Infected PCs had been programmed to download new instructions from the Internet last week, which would have heralded another attack. As previously reported, this update did not actually appear online, but infected machines are still trying to download it.

"ISPs: we urge you to check your user traffic patterns. Locate the users that produce an unlikely large amount of constant hits to people.freenet.de, scifi.pages.at, home.pages.at, free.pages.at and home.arcor.de. Contact these users and let them know they are likely to be infected with Sober and they should clean up their act," F-Secure said on its blog.

Computers infected by Sober are likely to contain spyware, or could have been turned into zombie PCs and used to send spam or launch denial-of-service attacks.

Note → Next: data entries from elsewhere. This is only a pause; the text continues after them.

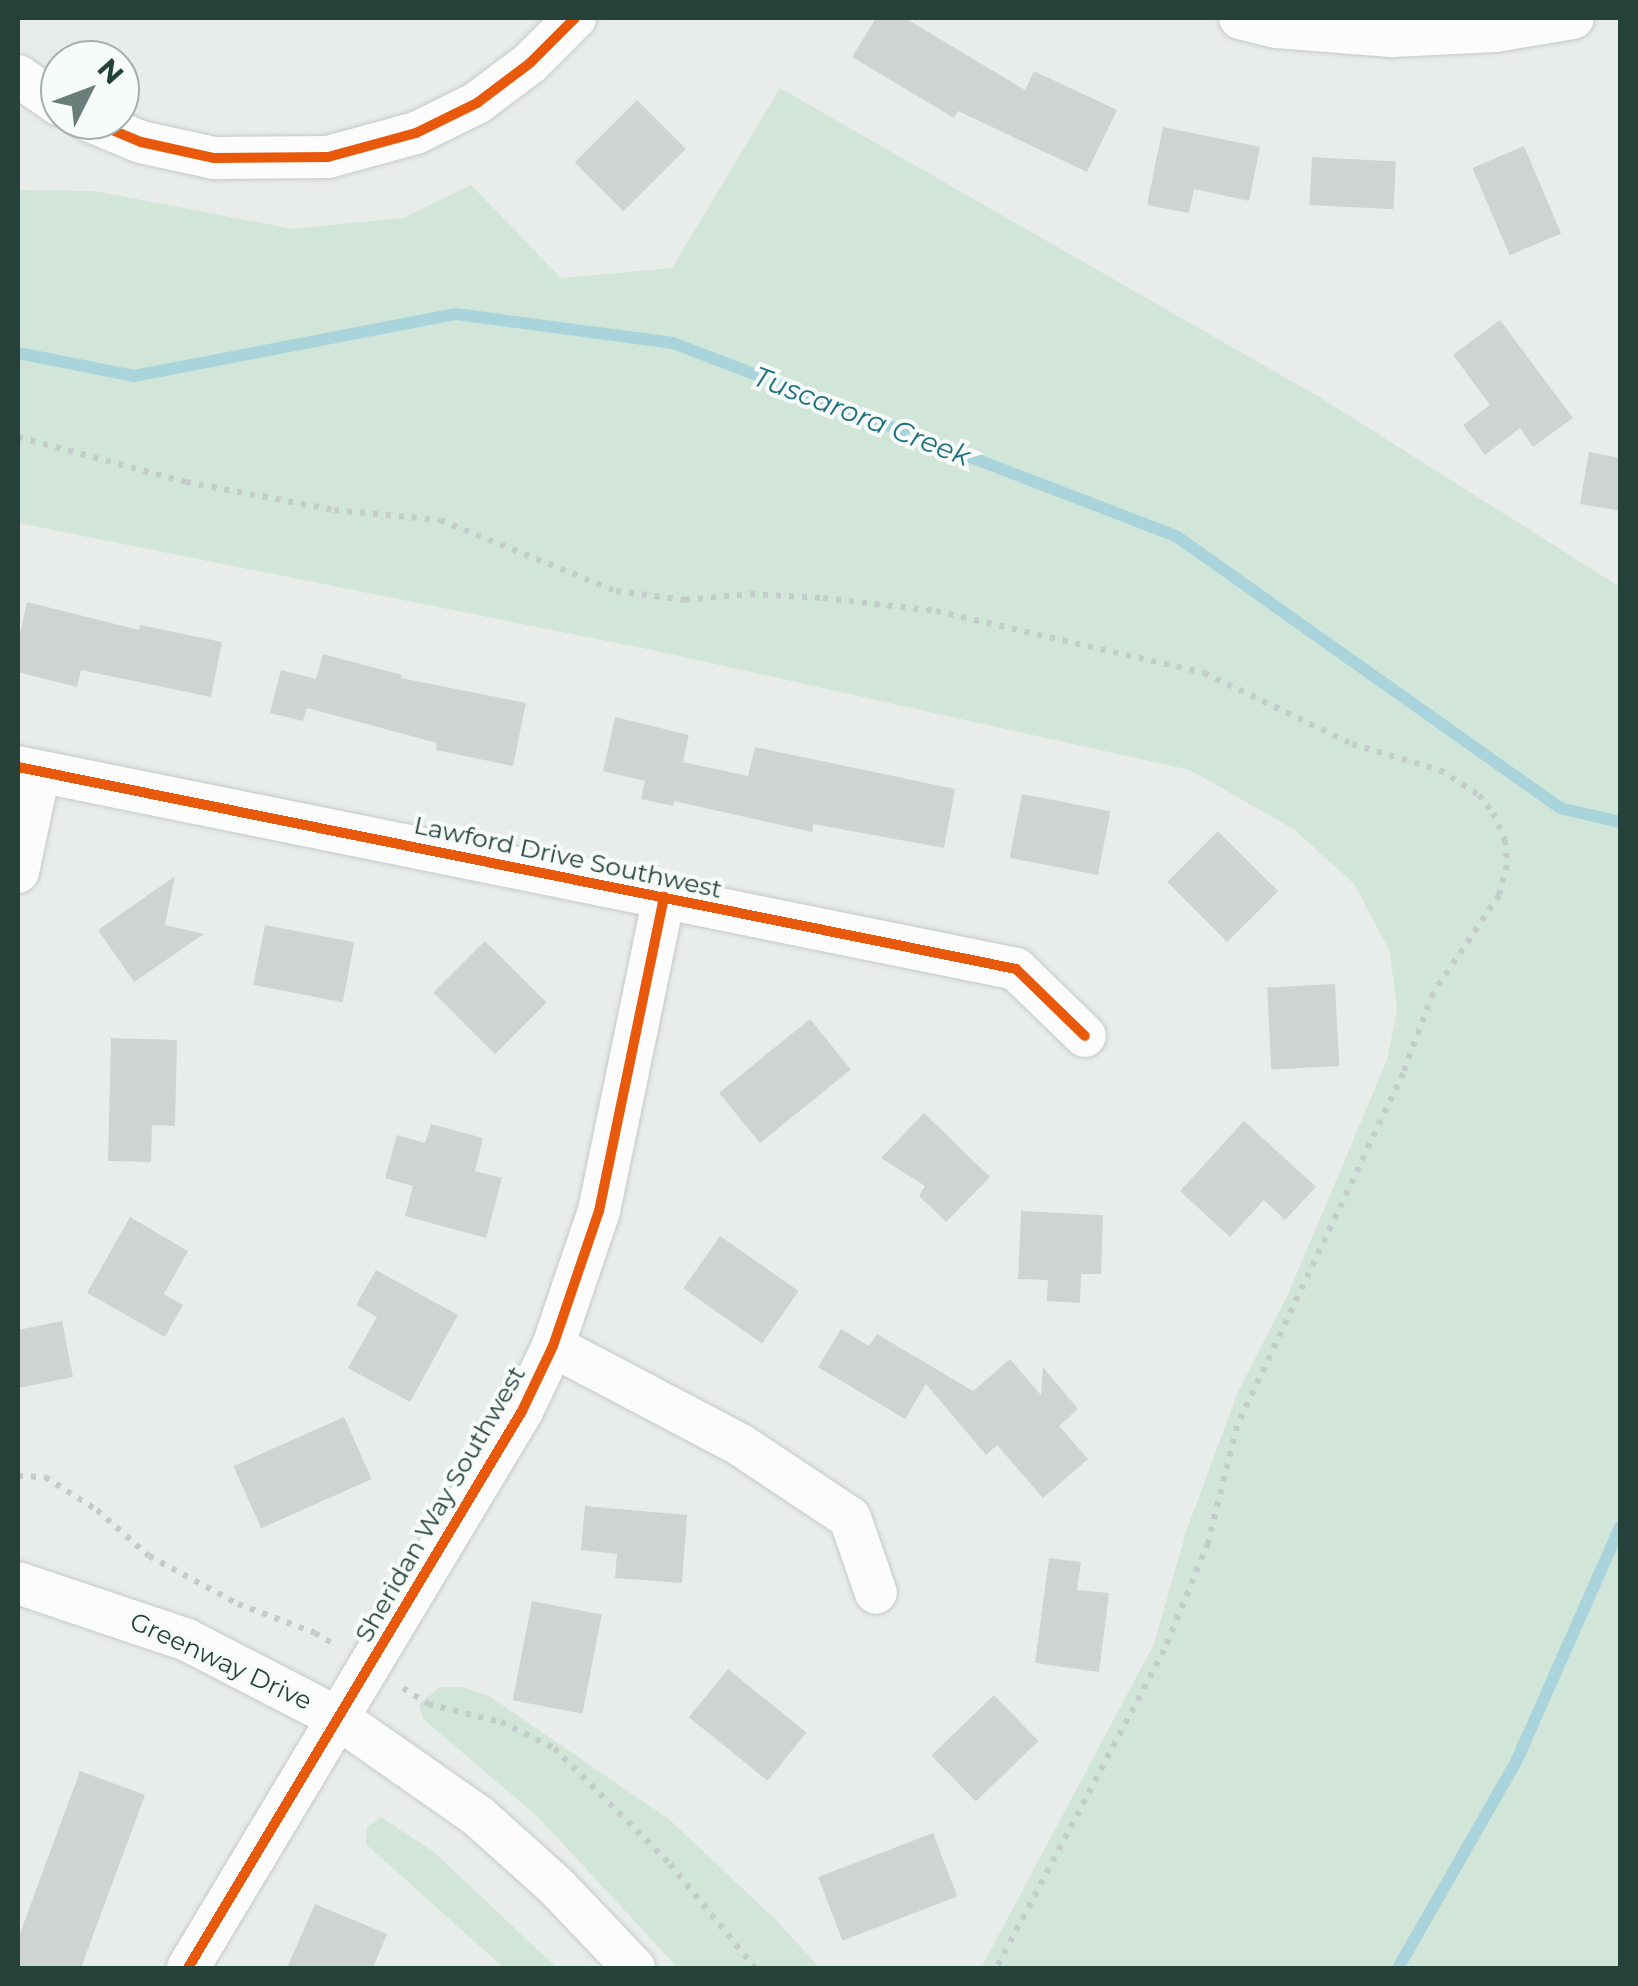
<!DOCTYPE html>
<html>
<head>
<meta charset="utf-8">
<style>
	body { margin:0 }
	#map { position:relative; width:1638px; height:1986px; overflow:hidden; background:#e8edeb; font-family:Montserrat,sans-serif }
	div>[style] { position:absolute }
	.green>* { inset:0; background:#d1e6d8 }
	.stream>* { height:12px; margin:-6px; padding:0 6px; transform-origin:6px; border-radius:6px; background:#a9d4db }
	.building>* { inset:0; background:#cfd4d2; transform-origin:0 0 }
	.path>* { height:6px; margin-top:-3px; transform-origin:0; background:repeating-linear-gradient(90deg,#c3ccca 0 5px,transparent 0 13px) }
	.roads { filter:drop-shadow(0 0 2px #c5cac8) drop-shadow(0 0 2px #c5cac8) }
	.minor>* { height:42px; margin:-21px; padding:0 21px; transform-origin:21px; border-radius:21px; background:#fcfcfc }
	.cycleway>* { height:10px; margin:-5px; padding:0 5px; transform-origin:5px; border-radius:5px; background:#e8590c }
	span { translate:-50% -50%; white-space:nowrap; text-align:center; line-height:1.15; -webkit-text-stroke:8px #f7fbf9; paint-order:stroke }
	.street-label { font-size:25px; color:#24423a }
	.water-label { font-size:28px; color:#1c6f80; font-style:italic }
	.frame { position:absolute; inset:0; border:20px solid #24423a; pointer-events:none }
	.north { position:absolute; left:40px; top:40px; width:100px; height:100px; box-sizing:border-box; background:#f7fbf9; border:2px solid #a3b1ad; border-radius:50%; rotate:48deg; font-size:28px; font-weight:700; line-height:40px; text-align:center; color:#24423a }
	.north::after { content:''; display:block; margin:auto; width:35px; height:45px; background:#697e78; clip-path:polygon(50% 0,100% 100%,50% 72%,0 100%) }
</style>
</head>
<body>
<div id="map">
	<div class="green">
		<div style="clip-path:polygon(780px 88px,1321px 398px,1620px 587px,1620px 1968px,981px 1968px,1154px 1644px,1187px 1529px,1237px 1394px,1289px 1292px,1387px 1060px,1397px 1010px,1390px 952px,1355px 885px,1295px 830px,1190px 770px,652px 650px,18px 523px,18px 190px,95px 191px,293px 229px,403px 218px,471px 185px,561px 278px,672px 268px)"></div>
		<div style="clip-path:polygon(440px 1687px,462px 1687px,489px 1696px,670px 1820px,777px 1921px,820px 1968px,678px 1968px,537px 1816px,423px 1719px,419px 1704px)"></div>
		<div style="clip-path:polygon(381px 1817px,434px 1852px,557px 1968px,504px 1968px,366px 1844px,367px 1827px)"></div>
	</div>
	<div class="stream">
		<div style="left:18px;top:353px;width:118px;rotate:11.2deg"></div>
		<div style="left:134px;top:376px;width:328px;rotate:-10.9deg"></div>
		<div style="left:456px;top:314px;width:219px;rotate:7.6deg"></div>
		<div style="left:673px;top:343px;width:539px;rotate:20.99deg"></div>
		<div style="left:1176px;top:536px;width:471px;rotate:35.3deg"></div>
		<div style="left:1560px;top:808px;width:62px;rotate:13.1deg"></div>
		<div style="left:1398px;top:1968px;width:237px;rotate:-60.2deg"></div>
		<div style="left:1516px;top:1762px;width:257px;rotate:-66.1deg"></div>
	</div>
	<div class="building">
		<div style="clip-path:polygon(876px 18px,905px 18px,1025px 90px,1034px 71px,1117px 110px,1087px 172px,958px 111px,954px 118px,852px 57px)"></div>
		<div style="left:637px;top:100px;width:69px;height:88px;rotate:45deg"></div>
		<div style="clip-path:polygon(1163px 127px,1260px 147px,1249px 201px,1194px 189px,1189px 213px,1147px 205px)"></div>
		<div style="left:1524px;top:146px;width:95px;height:56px;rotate:67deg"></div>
		<div style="left:1312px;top:157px;width:84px;height:48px;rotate:3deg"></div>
		<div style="clip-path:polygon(1500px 320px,1573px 418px,1533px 447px,1520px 428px,1485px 455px,1463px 425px,1490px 405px,1453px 355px)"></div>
		<div style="clip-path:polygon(1589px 452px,1620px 458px,1620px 511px,1580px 504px)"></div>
		<div style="clip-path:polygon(27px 602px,139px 630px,140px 625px,222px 642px,211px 697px,81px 670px,77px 687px,18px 672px,18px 642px)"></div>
		<div style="clip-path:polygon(323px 654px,402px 675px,401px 678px,526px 703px,513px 766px,436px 750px,437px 743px,307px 708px,303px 721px,270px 713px,281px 670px,316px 679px)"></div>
		<div style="clip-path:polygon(615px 717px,689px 735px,683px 762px,748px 776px,755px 747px,955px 789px,944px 848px,813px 824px,812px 832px,674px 801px,673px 806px,641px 799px,645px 781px,603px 771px)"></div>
		<div style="left:1022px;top:794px;width:90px;height:65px;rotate:11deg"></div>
		<div style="left:1218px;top:831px;width:85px;height:72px;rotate:45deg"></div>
		<div style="clip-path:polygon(175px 876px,165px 925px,204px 934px,134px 982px,98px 930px)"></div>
		<div style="left:265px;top:925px;width:91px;height:61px;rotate:11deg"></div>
		<div style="left:485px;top:941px;width:87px;height:73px;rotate:45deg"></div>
		<div style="left:1335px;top:984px;width:82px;height:68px;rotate:87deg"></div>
		<div style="left:810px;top:1019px;width:65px;height:117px;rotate:51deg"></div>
		<div style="clip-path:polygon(111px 1038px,177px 1040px,175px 1126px,152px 1125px,151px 1162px,108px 1161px)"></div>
		<div style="clip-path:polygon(924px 1113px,990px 1177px,946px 1222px,919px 1196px,925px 1186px,881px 1158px)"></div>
		<div style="clip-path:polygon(1244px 1121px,1316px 1187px,1285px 1220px,1264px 1200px,1230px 1237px,1180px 1191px)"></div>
		<div style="clip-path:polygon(431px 1124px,483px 1138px,475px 1171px,502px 1178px,486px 1238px,405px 1216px,413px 1186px,385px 1178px,397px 1135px,425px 1143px)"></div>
		<div style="clip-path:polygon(1021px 1211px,1103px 1215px,1101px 1274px,1081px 1274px,1080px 1303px,1047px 1301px,1048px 1280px,1018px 1279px)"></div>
		<div style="clip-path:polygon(130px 1217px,188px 1251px,164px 1294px,183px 1305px,165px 1337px,87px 1293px)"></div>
		<div style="left:720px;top:1236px;width:96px;height:64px;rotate:35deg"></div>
		<div style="clip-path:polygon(376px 1270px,458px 1315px,410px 1402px,348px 1368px,377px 1317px,356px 1305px)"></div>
		<div style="clip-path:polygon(62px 1321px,73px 1377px,18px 1388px,18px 1330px)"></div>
		<div style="clip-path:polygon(841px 1329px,869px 1346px,877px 1334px,973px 1391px,1010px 1359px,1041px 1395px,1043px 1367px,1078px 1409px,1059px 1426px,1088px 1459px,1043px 1498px,997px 1445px,986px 1455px,926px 1384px,905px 1419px,818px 1367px)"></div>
		<div style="left:344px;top:1417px;width:68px;height:121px;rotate:66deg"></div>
		<div style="clip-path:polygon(585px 1506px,687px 1515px,682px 1583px,615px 1578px,617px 1554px,581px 1550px)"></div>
		<div style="clip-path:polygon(1049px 1558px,1081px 1562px,1077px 1590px,1109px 1593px,1099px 1672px,1035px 1663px)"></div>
		<div style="left:532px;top:1601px;width:71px;height:101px;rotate:11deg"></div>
		<div style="left:728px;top:1669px;width:101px;height:62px;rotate:39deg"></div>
		<div style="left:994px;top:1695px;width:64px;height:87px;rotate:46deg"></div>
		<div style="clip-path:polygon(80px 1771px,145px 1795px,81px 1968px,18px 1968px,18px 1939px)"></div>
		<div style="left:933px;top:1833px;width:68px;height:123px;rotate:69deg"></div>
		<div style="clip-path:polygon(315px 1904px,387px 1934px,373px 1968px,287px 1968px)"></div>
	</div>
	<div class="path">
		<div style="left:18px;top:437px;width:174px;rotate:15deg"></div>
		<div style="left:186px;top:482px;width:151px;rotate:10.7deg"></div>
		<div style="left:334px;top:510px;width:106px;rotate:5.4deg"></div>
		<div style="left:440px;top:520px;width:190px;rotate:22deg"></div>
		<div style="left:616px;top:591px;width:70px;rotate:7.4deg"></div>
		<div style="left:685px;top:600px;width:65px;rotate:-5.3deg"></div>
		<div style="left:750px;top:594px;width:73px;rotate:3.1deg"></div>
		<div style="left:823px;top:598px;width:114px;rotate:6.6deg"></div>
		<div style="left:936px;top:611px;width:275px;rotate:13deg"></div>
		<div style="left:1204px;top:673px;width:164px;rotate:25.6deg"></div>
		<div style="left:1352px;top:744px;width:92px;rotate:16.5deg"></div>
		<div style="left:1440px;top:770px;width:46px;rotate:32.7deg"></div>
		<div style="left:1479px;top:795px;width:23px;rotate:52deg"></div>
		<div style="left:1493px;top:813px;width:30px;rotate:66deg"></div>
		<div style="left:1505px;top:840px;width:25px;rotate:85deg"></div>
		<div style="left:1507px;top:865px;width:31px;rotate:105deg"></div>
		<div style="left:1499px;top:895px;width:118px;rotate:124deg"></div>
		<div style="left:1433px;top:993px;width:85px;rotate:110.6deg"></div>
		<div style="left:1403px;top:1073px;width:390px;rotate:115.2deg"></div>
		<div style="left:1237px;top:1426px;width:121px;rotate:103.9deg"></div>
		<div style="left:1208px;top:1543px;width:116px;rotate:112.4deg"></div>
		<div style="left:1164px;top:1650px;width:360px;rotate:117.8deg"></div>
		<div style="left:18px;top:1476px;width:27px;rotate:2deg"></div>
		<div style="left:45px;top:1477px;width:62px;rotate:32.4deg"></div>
		<div style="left:97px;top:1510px;width:69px;rotate:41.5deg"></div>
		<div style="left:149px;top:1556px;width:101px;rotate:28.3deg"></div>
		<div style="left:238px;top:1604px;width:82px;rotate:20.6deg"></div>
		<div style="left:315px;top:1633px;width:22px;rotate:30deg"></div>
		<div style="left:403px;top:1688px;width:30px;rotate:33deg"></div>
		<div style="left:428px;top:1704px;width:75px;rotate:13.9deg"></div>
		<div style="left:501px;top:1722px;width:59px;rotate:26.1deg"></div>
		<div style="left:554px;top:1748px;width:164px;rotate:45deg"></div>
		<div style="left:670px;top:1864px;width:134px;rotate:50.7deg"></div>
	</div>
	<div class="roads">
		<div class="minor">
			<div style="left:1240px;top:18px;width:38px;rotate:14deg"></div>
			<div style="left:1277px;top:27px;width:115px;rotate:4.5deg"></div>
			<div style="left:1392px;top:36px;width:103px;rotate:-2.8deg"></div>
			<div style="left:1495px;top:31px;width:79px;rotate:-9.5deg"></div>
			<div style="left:18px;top:76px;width:51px;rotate:34.6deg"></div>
			<div style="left:88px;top:120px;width:57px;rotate:22.5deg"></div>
			<div style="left:141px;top:142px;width:75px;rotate:12.4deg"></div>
			<div style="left:214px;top:158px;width:114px;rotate:-0.5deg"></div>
			<div style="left:328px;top:157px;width:91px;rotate:-15.3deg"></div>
			<div style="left:416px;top:133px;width:68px;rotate:-26.2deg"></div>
			<div style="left:477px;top:103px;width:66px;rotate:-37deg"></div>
			<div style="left:530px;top:63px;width:64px;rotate:-45deg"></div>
			<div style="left:18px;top:767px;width:1018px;rotate:11.44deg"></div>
			<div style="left:1016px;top:969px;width:96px;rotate:44.2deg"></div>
			<div style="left:18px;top:872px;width:102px;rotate:-78.1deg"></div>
			<div style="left:553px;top:1346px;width:210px;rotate:27.8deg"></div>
			<div style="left:739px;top:1444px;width:133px;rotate:33.7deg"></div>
			<div style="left:850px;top:1518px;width:79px;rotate:70.9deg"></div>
			<div style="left:18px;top:1583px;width:178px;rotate:18.6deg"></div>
			<div style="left:187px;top:1640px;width:170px;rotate:27.3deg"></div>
			<div style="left:338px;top:1718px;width:171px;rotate:35deg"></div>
			<div style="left:478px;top:1816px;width:103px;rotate:41.9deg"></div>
			<div style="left:555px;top:1885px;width:115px;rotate:46.4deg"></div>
			<div style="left:188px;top:1968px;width:649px;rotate:-59.05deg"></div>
			<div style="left:522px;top:1411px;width:72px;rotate:-64.5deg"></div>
			<div style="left:553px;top:1346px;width:143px;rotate:-71.2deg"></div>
			<div style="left:599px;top:1211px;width:321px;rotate:-78.3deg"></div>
		</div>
	</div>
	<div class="cycleway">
		<div style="left:88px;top:120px;width:57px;rotate:22.5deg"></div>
		<div style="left:141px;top:142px;width:75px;rotate:12.4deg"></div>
		<div style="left:214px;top:158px;width:114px;rotate:-0.5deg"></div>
		<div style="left:328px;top:157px;width:91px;rotate:-15.3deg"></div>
		<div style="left:416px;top:133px;width:68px;rotate:-26.2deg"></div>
		<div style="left:477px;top:103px;width:66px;rotate:-37deg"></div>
		<div style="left:530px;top:63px;width:64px;rotate:-45deg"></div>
		<div style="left:18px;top:767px;width:1018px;rotate:11.44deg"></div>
		<div style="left:1016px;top:969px;width:96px;rotate:44.2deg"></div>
		<div style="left:188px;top:1968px;width:649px;rotate:-59.05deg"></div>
		<div style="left:522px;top:1411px;width:72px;rotate:-64.5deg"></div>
		<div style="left:553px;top:1346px;width:143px;rotate:-71.2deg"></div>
		<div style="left:599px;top:1211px;width:321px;rotate:-78.3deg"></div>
	</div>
	<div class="street-label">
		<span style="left:568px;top:857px;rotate:12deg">Lawford Drive Southwest</span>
		<span style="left:440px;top:1504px;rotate:-60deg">Sheridan Way Southwest</span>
		<span style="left:221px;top:1661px;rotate:25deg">Greenway Drive</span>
	</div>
	<div class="water-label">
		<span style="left:862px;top:416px;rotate:21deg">Tuscarora Creek</span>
	</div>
	<div class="frame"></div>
	<div class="north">N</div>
</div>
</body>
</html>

They could also download a Sober update in the future, sparking another mass-mailing attack.

F-Secure said ISPs should let customers know they have been infected automatically, and redirect users to sites so they can disinfect their machines.

"Most affected computers belong to home users, who have no idea they've been infected. ISPs are in the best position to distinguish infected users." Mikko Hyppönen, director of antivirus research at F-Secure, told ZDNet UK.

"Service providers can automatically shut down a user connection, and specify that to get back online users have to follow certain steps, for example, by visiting the Microsoft site for the latest updates. ISPs can automatically shut down what they want, and can still connect users to Microsoft," said Hyppönen.

ISPs have an economic motive to overcome reluctance to inform users that their machines have been compromised, Hyppönen argued.

"It might be hard for ISPs to find the motivation to do it, because it's a lot of work and a thankless job as no-one wants to hear they are infected. However, ISPs are losing money because of the huge amounts of traffic generated by infected machines," Hyppönen said.

But AOL UK said it would not be contacting users, as it put more emphasis on prevention of infection through email filtering, and blocking links to certain Web sites. Users who had been infected had access to McAfee antivirus services, AOL UK said.

"We have on occasion made outbound contact with members in specific situations, such as the Mydoom worm, but have no plans to do so in this instance as we focus our efforts on prevention," said Jonathan Lambeth, director of communications for AOL UK.

"Our anti-spam systems, which block more than 1.5 billion spam emails each day, block a large number of emails containing links to the Sober virus in the first place. Links are default-disabled on emails within AOL to prevent casual clicking on rogue links, requiring a more positive action to click through, although this setting can be switched off if the user prefers," Lambeth added.